Title: Dual Mode Tuner Display

Description:
RELATED APPLICATION 
     Applicant claims the benefit under 35 U.S.C. 119(e) of U.S. Provisional Application No. 62/109,825 for “Dual Mode Tuner Display”, filed Jan. 30, 2015. 
    
    
     BACKGROUND 
     The present invention relates to music instrument tuners, and more particularly to a more informative and stable high accuracy display interface. 
     Known music instrument tuners can take a wide variety of forms, in both physical configuration and tuning logic. Tuners for stringed instruments are especially difficult to design, because during performances the strings themselves can change characteristics and the playing length can be changed when a capo is applied. The performer desires a tuner that operates conveniently, quickly, and accurately so retuning does not interrupt the mood and ambiance of the performance. 
     Such tuners can feature a body to be secured to, e.g., the neck of a guitar, a digital display screen facing the performer, physical or virtual buttons for selecting a target frequency, and an indicator (or meter) system on the screen showing the degree to which the frequency of a plucked string deviates from the target frequency. The indictor can be numeric or symbolic. However, known tuners of this type are limited in that the metering system is inherently coarse (+/−15 cents) or if designed for finer tuning, the metering is unstable. 
     SUMMARY 
     These limitations are overcome with the present invention, according to which a fine meter is provided within a coarse meter on the same display screen. 

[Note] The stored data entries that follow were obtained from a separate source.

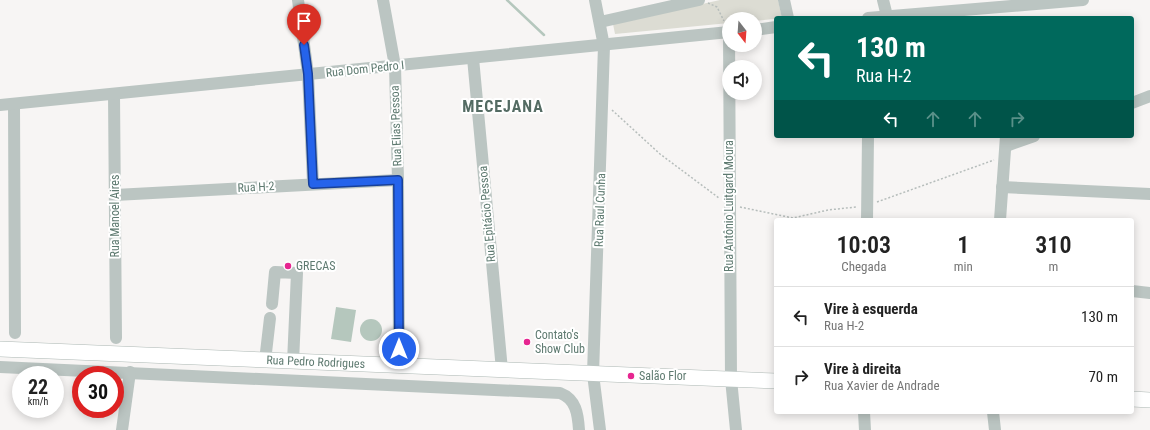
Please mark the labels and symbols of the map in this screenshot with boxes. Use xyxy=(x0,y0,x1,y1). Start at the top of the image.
pin xyxy=(287,4,321,45)
north arrow xyxy=(722,12,762,52)
street label: Rua Dom Pedro I xyxy=(325,58,405,80)
street label: Rua Elias Pessoa xyxy=(388,85,404,167)
district label: MECEJANA xyxy=(462,97,544,116)
street label: Rua Antônio Luitgard Moura xyxy=(722,140,736,272)
street label: Rua Epitácio Pessoa xyxy=(476,165,498,263)
street label: Rua Raul Cunha xyxy=(592,173,608,247)
street label: Rua Manoel Aires xyxy=(108,175,122,257)
street label: Rua H-2 xyxy=(237,179,275,195)
place label: GRECAS xyxy=(296,259,335,273)
marker: GRECAS xyxy=(283,261,293,271)
position arrow xyxy=(378,328,420,370)
place label: Contato's Show Club xyxy=(535,328,585,356)
marker: Contato's Show Club xyxy=(522,337,532,347)
street label: Rua Pedro Rodrigues xyxy=(266,353,365,371)
speed limit sign: 30 xyxy=(72,366,124,418)
place label: Salão Flor xyxy=(639,369,687,383)
marker: Salão Flor xyxy=(626,371,636,381)

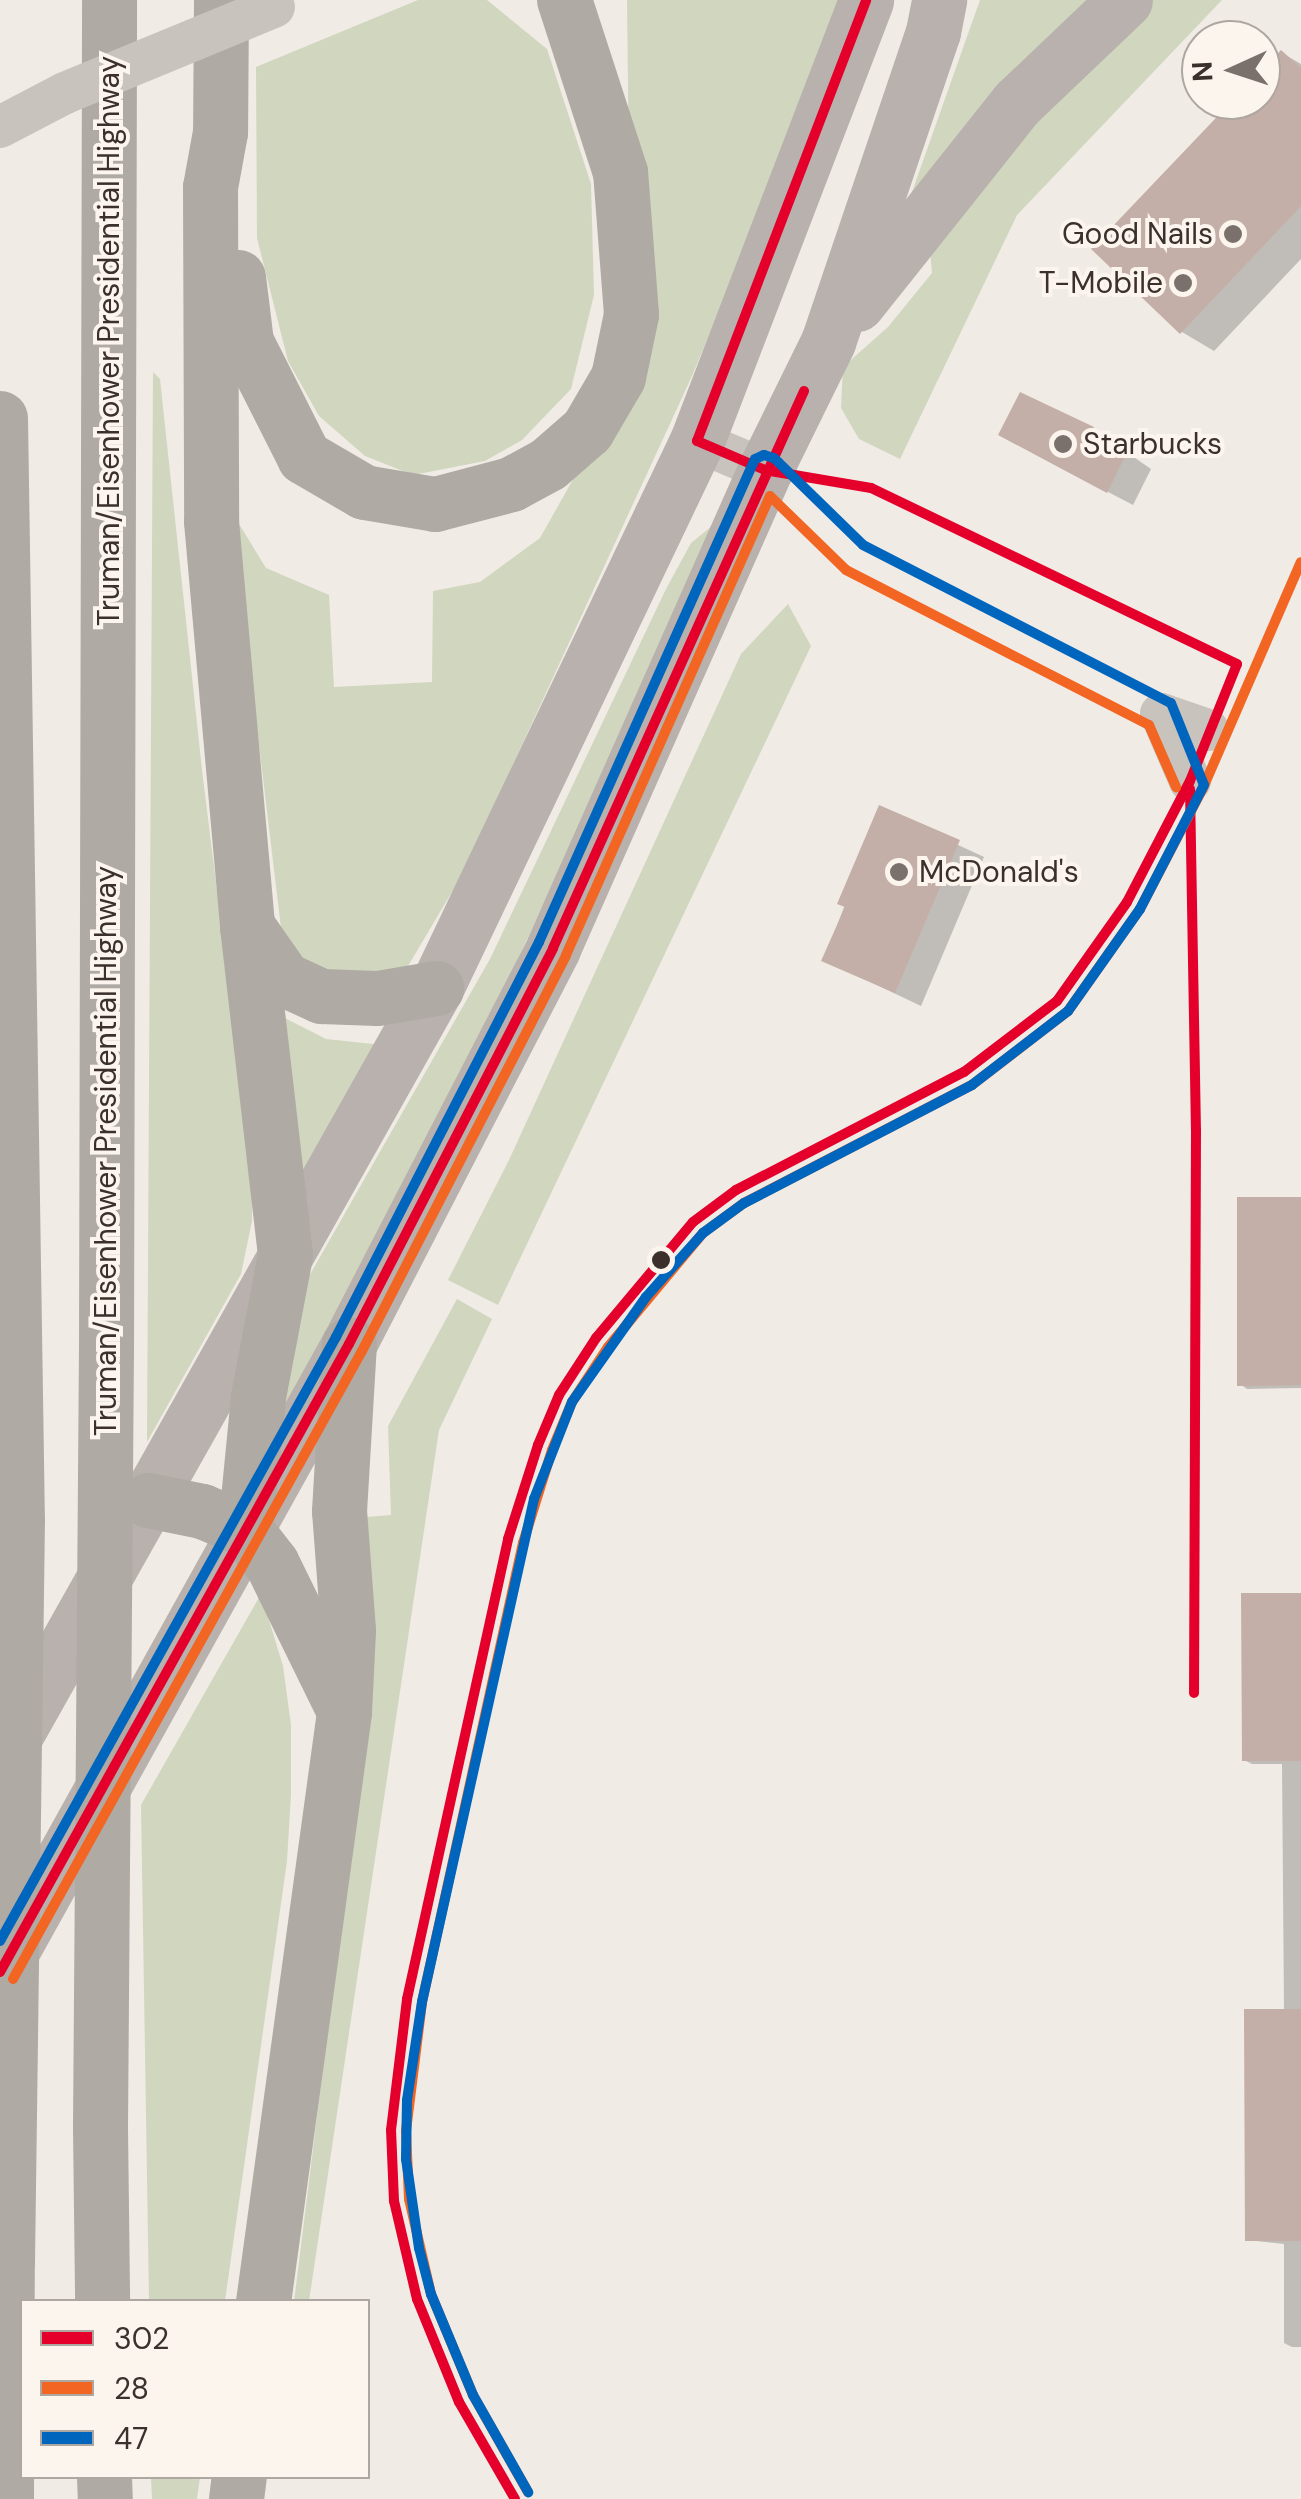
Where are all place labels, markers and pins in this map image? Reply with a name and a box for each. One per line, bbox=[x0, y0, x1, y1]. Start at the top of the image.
place label: Good Nails bbox=[1062, 216, 1213, 252]
marker: Good Nails bbox=[1222, 223, 1244, 245]
place label: T-Mobile bbox=[1039, 265, 1163, 301]
marker: T-Mobile bbox=[1172, 272, 1194, 294]
place label: Starbucks bbox=[1083, 426, 1222, 462]
marker: Starbucks bbox=[1052, 433, 1074, 455]
place label: McDonald's bbox=[919, 854, 1079, 890]
marker: McDonald's bbox=[888, 861, 910, 883]
unlabelled marker bbox=[651, 1250, 671, 1270]

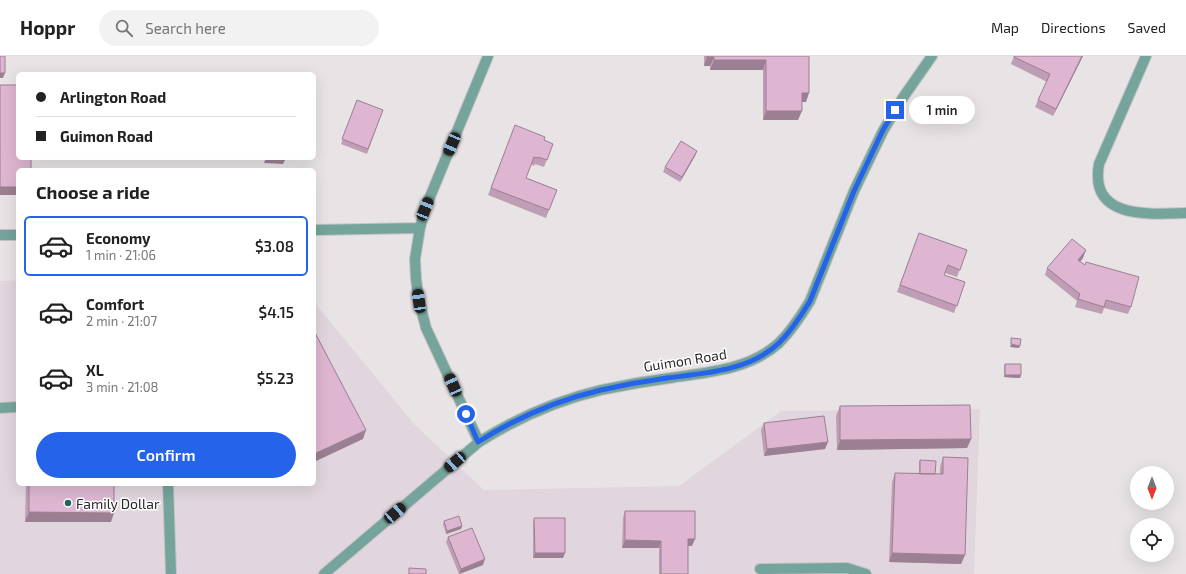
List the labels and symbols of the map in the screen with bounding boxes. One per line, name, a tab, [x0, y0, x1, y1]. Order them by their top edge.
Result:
callout: 1 min	[909, 96, 975, 124]
route end	[886, 101, 904, 119]
car	[442, 131, 462, 157]
car	[415, 196, 435, 222]
car	[411, 288, 427, 314]
street label: Guimon Road	[642, 345, 728, 375]
car	[443, 372, 463, 398]
route start	[457, 405, 475, 423]
car	[442, 450, 468, 474]
north arrow	[1130, 466, 1174, 510]
place label: Family Dollar	[76, 495, 160, 512]
marker: Family Dollar	[63, 498, 73, 508]
car	[382, 501, 408, 525]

     Relatively coarse and fine indications of tuning accuracy between a sensed frequency and a target frequency are displayed on a screen having a plurality of patterns of illumination elements, such as windows and respective illumination sources for each window. This can take a variety of forms beyond tuners for stringed instruments, including a method for tuning, a standalone tuning device, a tuner integrated with another device, a mobile device application or a computer or web based application, a software application, and/or a tuner display screen. The term “sensed waveform” as used herein should be understood as any input to the tuner that is commensurate with the frequency of the tone generated by an instrument to be tuned. 
     From a general perspective, the improvement comprises (a) illuminating a configuration of elements within a first pattern of elements to indicate the selected target frequency for tuning; (b) illuminating a configuration of elements within a different, second pattern in which the number of illuminated elements corresponds to the number of coarse increments of deviation or total coarse deviation of the sensed waveform relative to the target frequency; and (c) upon tuning to less than the minimum coarse deviation relative to the target frequency, illuminating a configuration of elements within a different, third pattern in which the number of illuminated windows corresponds to the number of fine increments of deviation or total fine deviation of the sensed waveform relative to the target frequency. These steps are substantially simultaneously implemented for both sharp and flat deviation in different regions of the display to arrive at a final tuning. 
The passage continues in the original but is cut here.